Kumaran Ratman – Armaan Sengupta – Neil Gupta

For decades, the San Francisco Bay Area has been acknowledged as the epicenter for technological innovation. From Hewlett-Packard, Intel, Google and Facebook, many of the greatest technology trends have found their birthplace in our own backyard. Last Friday, there was an intimate but boisterous celebration occurring in Pleasanton. At the Hilton DoubleTree Hotel, the Innovation Tri-Valley Leadership Group (ITVLG) hosted a luncheon to honor some of the great young minds that are currently paving their own paths which may lead to great innovations in our future. The ITVLG is a collaborative group of industry leaders who are building a robust ecology of innovation in the Tri-Valley. Their purpose is to improve the business climate of the region and to spur job growth. Presently, this organization geographically covers Danville, San Ramon, Pleasanton, Dublin and Livermore.
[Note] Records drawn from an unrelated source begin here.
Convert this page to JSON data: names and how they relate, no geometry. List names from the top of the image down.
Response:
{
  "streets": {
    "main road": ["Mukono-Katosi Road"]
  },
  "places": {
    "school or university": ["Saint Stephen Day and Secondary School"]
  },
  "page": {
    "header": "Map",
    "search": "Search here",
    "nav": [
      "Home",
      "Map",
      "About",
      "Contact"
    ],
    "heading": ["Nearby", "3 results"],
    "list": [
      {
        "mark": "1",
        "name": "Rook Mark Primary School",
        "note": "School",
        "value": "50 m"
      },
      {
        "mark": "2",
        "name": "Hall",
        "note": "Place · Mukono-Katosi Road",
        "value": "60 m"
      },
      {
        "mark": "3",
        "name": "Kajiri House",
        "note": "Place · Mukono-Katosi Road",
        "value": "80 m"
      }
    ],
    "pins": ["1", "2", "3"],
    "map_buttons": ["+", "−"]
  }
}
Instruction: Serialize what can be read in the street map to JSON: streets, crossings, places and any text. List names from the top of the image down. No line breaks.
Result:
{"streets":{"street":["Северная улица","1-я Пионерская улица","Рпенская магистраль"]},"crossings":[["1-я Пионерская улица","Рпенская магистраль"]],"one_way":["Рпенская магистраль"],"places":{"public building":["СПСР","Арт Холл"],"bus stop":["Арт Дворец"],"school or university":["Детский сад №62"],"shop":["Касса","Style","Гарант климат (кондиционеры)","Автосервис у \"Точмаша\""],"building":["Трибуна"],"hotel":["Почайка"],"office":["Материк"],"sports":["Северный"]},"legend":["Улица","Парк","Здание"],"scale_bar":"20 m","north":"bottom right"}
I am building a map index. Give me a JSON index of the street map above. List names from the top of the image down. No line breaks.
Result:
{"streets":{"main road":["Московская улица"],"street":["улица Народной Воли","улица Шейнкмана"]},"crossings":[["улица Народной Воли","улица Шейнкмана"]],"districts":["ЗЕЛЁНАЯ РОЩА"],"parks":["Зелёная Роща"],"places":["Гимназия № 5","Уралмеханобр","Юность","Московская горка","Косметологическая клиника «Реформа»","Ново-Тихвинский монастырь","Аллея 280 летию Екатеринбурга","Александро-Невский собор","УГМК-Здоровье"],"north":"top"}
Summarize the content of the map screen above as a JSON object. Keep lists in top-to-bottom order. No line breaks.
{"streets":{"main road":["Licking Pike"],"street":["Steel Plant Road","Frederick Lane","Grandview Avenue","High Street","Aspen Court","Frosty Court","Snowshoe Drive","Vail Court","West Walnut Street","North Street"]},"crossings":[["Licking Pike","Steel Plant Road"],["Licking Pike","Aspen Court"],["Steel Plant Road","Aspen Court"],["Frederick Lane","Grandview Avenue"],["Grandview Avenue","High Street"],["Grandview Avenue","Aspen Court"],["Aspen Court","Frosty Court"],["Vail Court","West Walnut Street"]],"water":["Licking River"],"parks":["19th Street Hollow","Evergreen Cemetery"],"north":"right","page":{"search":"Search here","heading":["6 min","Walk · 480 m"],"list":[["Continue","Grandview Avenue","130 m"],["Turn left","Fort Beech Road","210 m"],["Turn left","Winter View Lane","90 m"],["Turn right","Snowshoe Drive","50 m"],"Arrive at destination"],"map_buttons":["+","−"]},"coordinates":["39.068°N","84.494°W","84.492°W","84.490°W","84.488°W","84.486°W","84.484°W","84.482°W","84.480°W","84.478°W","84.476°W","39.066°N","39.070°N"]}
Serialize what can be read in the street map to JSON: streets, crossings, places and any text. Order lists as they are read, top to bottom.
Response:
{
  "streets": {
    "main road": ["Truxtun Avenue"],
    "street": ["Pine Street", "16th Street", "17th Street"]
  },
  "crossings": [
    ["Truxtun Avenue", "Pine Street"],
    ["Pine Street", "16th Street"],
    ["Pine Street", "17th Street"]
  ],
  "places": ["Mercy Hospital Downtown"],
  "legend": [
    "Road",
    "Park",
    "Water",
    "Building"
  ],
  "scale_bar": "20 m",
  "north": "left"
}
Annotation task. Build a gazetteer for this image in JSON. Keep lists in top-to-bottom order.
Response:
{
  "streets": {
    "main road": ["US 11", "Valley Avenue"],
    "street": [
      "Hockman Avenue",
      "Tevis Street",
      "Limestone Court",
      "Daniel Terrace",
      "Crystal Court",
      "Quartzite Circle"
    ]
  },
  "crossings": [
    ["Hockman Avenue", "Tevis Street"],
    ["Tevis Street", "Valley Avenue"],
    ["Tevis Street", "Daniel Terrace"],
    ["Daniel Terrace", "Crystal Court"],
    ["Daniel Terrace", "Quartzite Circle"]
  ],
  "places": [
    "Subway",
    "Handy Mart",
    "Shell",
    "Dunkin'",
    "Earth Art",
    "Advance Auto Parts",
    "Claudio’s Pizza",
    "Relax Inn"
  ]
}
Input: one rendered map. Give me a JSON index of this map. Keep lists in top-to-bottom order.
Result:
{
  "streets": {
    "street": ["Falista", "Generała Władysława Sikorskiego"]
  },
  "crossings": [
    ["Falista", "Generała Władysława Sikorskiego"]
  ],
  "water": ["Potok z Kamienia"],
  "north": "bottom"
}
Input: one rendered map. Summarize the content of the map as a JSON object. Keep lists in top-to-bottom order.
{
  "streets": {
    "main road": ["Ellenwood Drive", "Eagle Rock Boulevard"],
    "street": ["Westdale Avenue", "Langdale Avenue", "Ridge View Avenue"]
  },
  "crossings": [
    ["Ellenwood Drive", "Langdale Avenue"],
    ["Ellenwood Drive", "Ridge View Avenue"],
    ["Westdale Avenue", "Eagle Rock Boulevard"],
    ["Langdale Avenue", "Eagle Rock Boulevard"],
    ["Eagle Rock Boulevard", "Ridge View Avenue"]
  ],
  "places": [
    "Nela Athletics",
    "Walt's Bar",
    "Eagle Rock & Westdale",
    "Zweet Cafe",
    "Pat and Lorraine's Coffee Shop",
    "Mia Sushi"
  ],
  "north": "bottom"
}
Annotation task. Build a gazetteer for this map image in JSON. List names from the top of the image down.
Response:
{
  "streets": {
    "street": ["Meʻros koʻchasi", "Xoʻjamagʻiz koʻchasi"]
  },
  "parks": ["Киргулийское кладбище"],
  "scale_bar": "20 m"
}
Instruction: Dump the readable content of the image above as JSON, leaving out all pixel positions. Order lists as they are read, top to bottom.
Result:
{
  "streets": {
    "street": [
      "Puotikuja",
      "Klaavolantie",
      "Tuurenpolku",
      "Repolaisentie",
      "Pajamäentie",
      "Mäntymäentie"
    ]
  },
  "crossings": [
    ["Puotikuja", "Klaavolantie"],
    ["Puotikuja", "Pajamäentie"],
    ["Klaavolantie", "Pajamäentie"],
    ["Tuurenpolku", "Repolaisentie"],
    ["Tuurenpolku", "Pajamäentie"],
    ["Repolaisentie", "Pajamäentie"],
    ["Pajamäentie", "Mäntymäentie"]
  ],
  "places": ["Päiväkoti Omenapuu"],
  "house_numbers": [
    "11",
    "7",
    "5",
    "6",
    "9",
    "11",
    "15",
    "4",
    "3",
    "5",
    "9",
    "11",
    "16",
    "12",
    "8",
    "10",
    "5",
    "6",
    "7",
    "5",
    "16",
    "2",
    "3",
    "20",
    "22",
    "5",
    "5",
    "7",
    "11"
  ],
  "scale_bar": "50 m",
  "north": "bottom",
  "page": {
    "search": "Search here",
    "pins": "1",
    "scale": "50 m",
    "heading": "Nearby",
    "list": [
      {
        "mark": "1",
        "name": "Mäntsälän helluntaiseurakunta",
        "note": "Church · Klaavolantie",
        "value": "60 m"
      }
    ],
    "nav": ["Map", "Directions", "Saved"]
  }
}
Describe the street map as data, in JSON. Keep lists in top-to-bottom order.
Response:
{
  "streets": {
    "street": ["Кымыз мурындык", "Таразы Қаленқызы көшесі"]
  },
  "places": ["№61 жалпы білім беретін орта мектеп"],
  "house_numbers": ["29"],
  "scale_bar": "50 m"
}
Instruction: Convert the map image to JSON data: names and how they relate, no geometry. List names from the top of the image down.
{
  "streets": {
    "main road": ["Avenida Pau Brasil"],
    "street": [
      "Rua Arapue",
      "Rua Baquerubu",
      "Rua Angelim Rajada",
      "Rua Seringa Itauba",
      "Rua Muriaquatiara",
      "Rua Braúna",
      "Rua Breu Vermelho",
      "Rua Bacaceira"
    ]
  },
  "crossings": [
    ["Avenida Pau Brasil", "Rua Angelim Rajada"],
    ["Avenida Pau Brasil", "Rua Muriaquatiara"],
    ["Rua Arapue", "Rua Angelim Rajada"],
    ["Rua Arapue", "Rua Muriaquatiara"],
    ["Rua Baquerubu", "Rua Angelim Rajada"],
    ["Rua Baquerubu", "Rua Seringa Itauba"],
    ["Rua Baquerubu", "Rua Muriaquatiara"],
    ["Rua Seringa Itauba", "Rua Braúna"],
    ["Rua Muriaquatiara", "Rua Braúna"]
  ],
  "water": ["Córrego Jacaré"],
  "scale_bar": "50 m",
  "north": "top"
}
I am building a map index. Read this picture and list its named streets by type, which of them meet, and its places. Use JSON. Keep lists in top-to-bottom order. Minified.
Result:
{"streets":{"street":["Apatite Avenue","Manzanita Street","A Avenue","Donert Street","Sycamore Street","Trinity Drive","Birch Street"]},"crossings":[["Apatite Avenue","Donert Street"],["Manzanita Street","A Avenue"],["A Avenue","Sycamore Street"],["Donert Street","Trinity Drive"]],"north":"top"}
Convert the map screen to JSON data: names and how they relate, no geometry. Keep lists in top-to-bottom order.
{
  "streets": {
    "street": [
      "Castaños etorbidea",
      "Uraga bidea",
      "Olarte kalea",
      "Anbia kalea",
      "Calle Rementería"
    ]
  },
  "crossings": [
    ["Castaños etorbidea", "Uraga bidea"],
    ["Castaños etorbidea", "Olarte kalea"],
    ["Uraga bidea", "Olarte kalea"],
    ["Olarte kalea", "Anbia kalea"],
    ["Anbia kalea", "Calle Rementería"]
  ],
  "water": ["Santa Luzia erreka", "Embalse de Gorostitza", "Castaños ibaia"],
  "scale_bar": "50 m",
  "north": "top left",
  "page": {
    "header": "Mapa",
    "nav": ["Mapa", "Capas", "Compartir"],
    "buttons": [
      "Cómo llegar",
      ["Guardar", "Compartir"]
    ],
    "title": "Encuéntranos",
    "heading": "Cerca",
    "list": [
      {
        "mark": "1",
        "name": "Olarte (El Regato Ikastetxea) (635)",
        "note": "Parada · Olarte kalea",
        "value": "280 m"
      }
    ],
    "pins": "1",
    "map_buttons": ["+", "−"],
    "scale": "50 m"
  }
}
The invitees were treated to a luncheon and a keynote address from David Hemker from Lam Research. Mr. Hemker is a Senior Vice President and CTO with 25 years of experience in the semi-conductor industry. In general, he spoke to the importance of innovation in an ever-changing world. Subsequently, the individual awardees were recognized.

As it relates to the Dublin Unified School District, there were two honorees. Earlier this spring, we had the pleasure of reporting on the accomplishments of a current 10th grader Kumaran Ratnam. Kumaran was a Grand Prize Recipient at the Alameda County Science & Engineering Fair. His project revolved around an energy harvesting system that could power a visual prosthesis for the condition of Macular Degeneration. His project is not just in concept as he is continuing his research with scientists in Boston to further perfect the technology. His research later received a notice through Popular Mechanics Magazine with a “Visionary Breakthrough Award.”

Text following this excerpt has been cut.